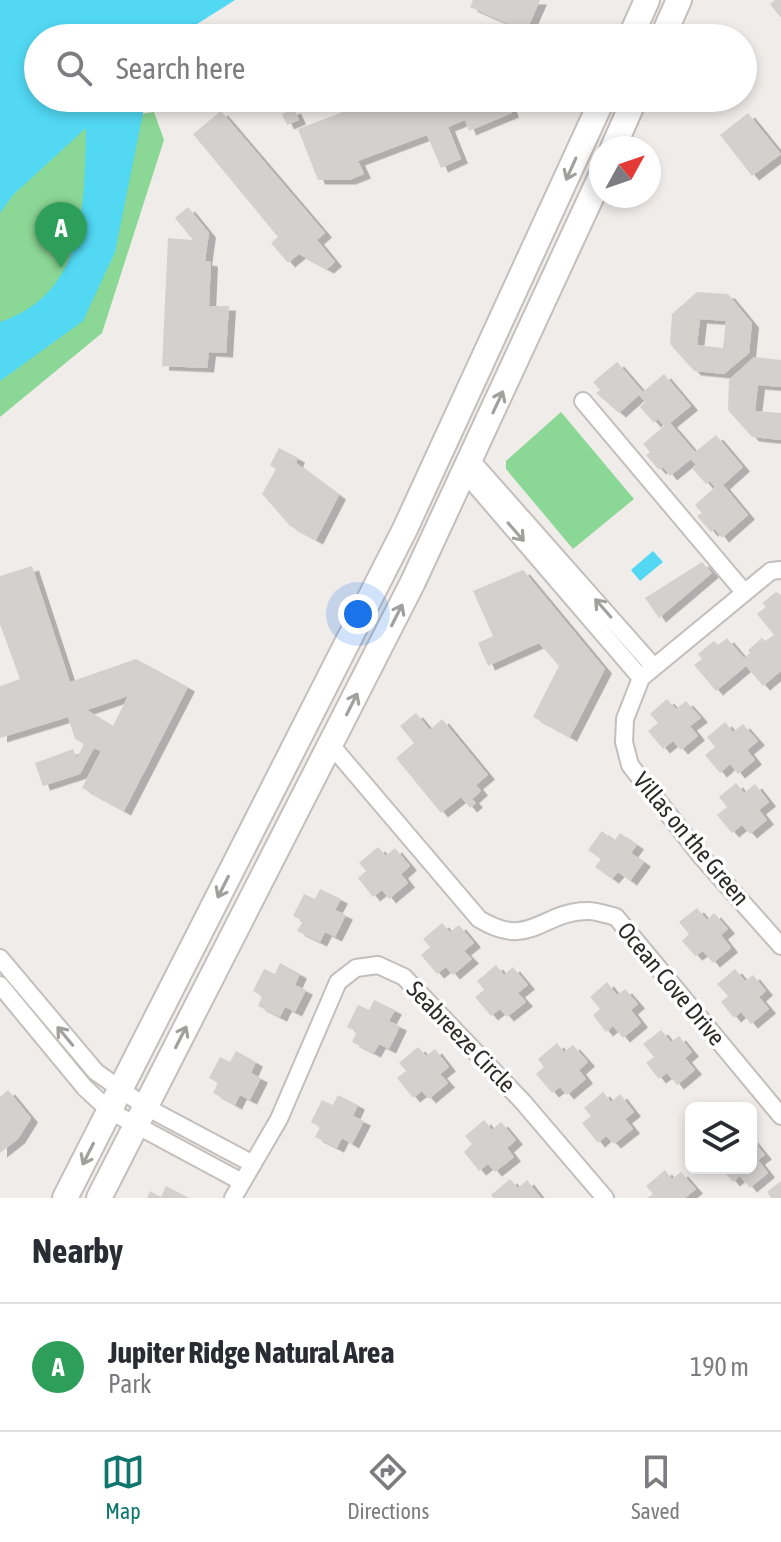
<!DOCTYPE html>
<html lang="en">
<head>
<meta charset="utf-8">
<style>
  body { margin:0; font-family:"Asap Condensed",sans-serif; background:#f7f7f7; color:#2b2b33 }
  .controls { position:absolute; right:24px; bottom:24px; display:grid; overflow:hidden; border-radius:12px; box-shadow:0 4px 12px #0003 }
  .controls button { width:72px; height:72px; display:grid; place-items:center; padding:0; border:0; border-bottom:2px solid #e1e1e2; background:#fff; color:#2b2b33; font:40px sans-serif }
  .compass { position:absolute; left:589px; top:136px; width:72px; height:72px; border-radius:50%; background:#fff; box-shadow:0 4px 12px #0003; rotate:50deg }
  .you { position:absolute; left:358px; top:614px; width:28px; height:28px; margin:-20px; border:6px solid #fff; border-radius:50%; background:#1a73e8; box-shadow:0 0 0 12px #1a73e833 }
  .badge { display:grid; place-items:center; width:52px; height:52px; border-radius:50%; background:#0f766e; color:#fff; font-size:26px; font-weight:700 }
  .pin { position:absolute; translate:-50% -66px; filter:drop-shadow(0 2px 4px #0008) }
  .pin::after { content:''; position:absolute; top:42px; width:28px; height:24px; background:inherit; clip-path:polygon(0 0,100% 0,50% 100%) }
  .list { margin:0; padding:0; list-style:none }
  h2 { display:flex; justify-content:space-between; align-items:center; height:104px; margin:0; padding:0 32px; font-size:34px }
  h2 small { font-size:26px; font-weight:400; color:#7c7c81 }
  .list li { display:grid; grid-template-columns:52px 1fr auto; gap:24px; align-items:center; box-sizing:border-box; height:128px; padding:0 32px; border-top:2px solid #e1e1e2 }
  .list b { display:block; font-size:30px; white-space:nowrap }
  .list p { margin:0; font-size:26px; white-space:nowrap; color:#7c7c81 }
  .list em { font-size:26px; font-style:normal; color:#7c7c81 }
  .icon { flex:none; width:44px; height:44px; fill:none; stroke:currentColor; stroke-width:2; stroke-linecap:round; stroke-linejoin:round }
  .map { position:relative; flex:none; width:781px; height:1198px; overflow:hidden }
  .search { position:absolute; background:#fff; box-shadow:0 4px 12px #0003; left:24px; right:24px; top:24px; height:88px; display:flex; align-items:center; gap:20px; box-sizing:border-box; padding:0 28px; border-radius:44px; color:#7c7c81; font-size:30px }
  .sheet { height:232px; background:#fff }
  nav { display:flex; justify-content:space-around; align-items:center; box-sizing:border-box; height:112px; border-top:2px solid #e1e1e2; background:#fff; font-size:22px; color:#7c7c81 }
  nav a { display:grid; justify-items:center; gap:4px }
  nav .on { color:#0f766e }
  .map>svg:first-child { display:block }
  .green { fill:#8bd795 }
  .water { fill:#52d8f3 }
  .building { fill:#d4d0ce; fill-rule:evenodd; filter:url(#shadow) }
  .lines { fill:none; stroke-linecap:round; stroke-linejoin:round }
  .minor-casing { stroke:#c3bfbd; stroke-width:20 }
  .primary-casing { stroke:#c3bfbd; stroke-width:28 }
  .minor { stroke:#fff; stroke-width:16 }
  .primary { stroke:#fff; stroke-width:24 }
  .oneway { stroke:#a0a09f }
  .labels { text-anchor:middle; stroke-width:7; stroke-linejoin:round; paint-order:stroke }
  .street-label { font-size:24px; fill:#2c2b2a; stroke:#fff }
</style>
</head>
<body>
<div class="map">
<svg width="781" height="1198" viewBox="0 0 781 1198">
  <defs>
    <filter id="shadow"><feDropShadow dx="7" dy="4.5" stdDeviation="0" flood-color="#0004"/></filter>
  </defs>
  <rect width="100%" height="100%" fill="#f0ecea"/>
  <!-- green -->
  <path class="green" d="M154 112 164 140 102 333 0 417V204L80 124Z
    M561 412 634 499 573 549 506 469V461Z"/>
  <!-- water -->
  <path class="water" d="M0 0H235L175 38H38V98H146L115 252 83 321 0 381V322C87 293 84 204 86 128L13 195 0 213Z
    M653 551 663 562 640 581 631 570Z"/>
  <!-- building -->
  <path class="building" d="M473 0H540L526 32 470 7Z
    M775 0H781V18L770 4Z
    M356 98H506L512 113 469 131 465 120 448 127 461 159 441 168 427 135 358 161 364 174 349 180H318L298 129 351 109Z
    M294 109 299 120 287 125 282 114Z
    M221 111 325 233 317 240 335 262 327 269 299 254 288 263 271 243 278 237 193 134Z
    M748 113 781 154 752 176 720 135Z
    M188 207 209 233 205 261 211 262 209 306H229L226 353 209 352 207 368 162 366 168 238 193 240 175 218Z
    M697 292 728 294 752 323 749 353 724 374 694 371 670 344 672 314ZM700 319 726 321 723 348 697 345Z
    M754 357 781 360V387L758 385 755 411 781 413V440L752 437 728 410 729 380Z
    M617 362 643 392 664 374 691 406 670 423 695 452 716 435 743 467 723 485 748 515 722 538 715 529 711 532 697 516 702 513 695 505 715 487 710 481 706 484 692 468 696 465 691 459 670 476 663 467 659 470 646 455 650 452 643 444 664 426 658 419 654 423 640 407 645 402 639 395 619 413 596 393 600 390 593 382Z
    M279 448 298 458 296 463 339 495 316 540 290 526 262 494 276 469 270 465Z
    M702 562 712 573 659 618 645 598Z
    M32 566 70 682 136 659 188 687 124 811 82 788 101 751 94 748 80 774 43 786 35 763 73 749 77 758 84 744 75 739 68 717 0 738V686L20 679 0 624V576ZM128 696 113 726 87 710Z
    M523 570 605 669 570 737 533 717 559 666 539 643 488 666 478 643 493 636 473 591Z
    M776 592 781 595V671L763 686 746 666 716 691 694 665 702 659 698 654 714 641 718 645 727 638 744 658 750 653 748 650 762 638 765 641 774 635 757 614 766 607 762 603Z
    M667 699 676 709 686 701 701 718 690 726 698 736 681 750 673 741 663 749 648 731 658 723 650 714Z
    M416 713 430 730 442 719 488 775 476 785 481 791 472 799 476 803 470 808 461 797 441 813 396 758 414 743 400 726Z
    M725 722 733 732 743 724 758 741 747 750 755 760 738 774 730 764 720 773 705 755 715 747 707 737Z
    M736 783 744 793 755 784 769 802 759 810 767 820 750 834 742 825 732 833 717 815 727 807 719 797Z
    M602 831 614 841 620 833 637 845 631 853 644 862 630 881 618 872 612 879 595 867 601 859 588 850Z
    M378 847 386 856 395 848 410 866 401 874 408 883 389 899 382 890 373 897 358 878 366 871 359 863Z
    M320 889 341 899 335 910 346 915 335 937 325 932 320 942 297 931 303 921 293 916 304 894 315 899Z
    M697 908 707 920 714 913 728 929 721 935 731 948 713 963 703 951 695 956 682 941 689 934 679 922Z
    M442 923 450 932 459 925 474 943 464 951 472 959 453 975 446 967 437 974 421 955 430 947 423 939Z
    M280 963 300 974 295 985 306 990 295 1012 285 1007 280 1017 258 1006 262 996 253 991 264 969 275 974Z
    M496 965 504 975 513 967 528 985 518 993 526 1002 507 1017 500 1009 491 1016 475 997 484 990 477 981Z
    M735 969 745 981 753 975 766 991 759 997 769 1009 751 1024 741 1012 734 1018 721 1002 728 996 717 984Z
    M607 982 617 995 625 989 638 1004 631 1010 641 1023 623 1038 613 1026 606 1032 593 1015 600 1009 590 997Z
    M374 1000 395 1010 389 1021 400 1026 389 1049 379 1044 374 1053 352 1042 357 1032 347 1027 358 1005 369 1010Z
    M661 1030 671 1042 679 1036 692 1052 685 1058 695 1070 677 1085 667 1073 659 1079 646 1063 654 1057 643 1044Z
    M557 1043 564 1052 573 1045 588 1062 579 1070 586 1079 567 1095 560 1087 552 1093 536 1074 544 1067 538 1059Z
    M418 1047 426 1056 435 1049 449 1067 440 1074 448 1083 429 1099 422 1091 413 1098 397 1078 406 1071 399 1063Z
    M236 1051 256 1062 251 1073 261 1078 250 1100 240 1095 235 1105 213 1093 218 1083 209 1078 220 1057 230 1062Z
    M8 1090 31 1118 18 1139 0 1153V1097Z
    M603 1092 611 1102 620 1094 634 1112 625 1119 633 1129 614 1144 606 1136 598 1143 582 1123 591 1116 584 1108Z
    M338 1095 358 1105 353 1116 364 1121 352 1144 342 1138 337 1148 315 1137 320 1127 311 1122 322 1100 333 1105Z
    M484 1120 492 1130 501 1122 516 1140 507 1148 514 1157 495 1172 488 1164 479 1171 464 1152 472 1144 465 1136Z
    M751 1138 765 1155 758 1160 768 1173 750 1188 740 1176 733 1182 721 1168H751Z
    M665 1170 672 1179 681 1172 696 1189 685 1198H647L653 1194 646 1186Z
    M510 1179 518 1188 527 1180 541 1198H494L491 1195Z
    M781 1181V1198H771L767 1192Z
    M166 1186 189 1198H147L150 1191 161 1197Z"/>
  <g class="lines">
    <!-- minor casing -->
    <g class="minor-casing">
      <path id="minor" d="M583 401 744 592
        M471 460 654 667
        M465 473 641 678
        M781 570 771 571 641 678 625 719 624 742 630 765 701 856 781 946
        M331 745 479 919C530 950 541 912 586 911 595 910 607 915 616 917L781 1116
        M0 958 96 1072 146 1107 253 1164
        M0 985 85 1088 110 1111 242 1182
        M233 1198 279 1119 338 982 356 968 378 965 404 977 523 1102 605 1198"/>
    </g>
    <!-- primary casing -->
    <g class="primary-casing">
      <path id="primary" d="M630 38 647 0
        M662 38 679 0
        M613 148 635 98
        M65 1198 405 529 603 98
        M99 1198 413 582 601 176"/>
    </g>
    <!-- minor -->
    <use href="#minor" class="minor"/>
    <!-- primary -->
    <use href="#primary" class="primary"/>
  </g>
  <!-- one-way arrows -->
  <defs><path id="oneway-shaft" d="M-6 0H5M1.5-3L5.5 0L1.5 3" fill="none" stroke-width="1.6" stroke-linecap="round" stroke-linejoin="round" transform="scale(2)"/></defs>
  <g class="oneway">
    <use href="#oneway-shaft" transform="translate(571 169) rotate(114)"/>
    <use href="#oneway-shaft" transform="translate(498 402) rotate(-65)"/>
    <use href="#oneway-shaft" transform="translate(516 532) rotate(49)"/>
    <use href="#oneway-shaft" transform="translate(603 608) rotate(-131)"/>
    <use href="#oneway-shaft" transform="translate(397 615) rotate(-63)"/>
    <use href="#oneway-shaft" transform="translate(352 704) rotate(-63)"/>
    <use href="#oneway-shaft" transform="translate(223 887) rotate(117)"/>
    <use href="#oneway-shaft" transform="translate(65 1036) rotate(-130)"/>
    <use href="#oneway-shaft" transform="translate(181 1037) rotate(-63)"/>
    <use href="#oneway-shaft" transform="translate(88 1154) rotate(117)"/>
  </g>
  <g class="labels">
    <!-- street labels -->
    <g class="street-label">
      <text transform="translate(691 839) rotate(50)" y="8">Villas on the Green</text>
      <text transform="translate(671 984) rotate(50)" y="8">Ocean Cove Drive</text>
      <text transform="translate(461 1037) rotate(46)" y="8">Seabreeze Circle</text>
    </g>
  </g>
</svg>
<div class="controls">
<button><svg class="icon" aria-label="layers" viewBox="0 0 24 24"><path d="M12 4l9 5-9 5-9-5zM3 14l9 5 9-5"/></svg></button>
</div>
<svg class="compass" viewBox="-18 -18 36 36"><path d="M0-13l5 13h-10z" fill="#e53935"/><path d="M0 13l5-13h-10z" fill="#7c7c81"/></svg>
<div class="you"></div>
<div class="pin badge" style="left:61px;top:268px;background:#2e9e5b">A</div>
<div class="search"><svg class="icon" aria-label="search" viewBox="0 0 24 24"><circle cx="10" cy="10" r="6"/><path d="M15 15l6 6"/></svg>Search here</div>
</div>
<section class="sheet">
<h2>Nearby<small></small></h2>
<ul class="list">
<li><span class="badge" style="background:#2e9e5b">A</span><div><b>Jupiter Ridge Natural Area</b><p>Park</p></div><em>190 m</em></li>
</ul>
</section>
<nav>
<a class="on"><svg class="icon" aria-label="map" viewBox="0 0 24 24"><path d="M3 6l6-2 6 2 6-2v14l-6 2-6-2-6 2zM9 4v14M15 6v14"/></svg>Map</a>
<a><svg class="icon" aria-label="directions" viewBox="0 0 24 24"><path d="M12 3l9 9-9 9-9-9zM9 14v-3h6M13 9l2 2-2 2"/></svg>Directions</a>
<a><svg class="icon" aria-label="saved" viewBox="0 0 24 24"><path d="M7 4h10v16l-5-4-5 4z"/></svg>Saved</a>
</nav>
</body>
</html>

◆ Prompt
Using the word "white" as the filter, copy each matching line from the material.

◆ Answer to the exercise
  .list b { display:block; font-size:30px; white-space:nowrap }
  .list p { margin:0; font-size:26px; white-space:nowrap; color:#7c7c81 }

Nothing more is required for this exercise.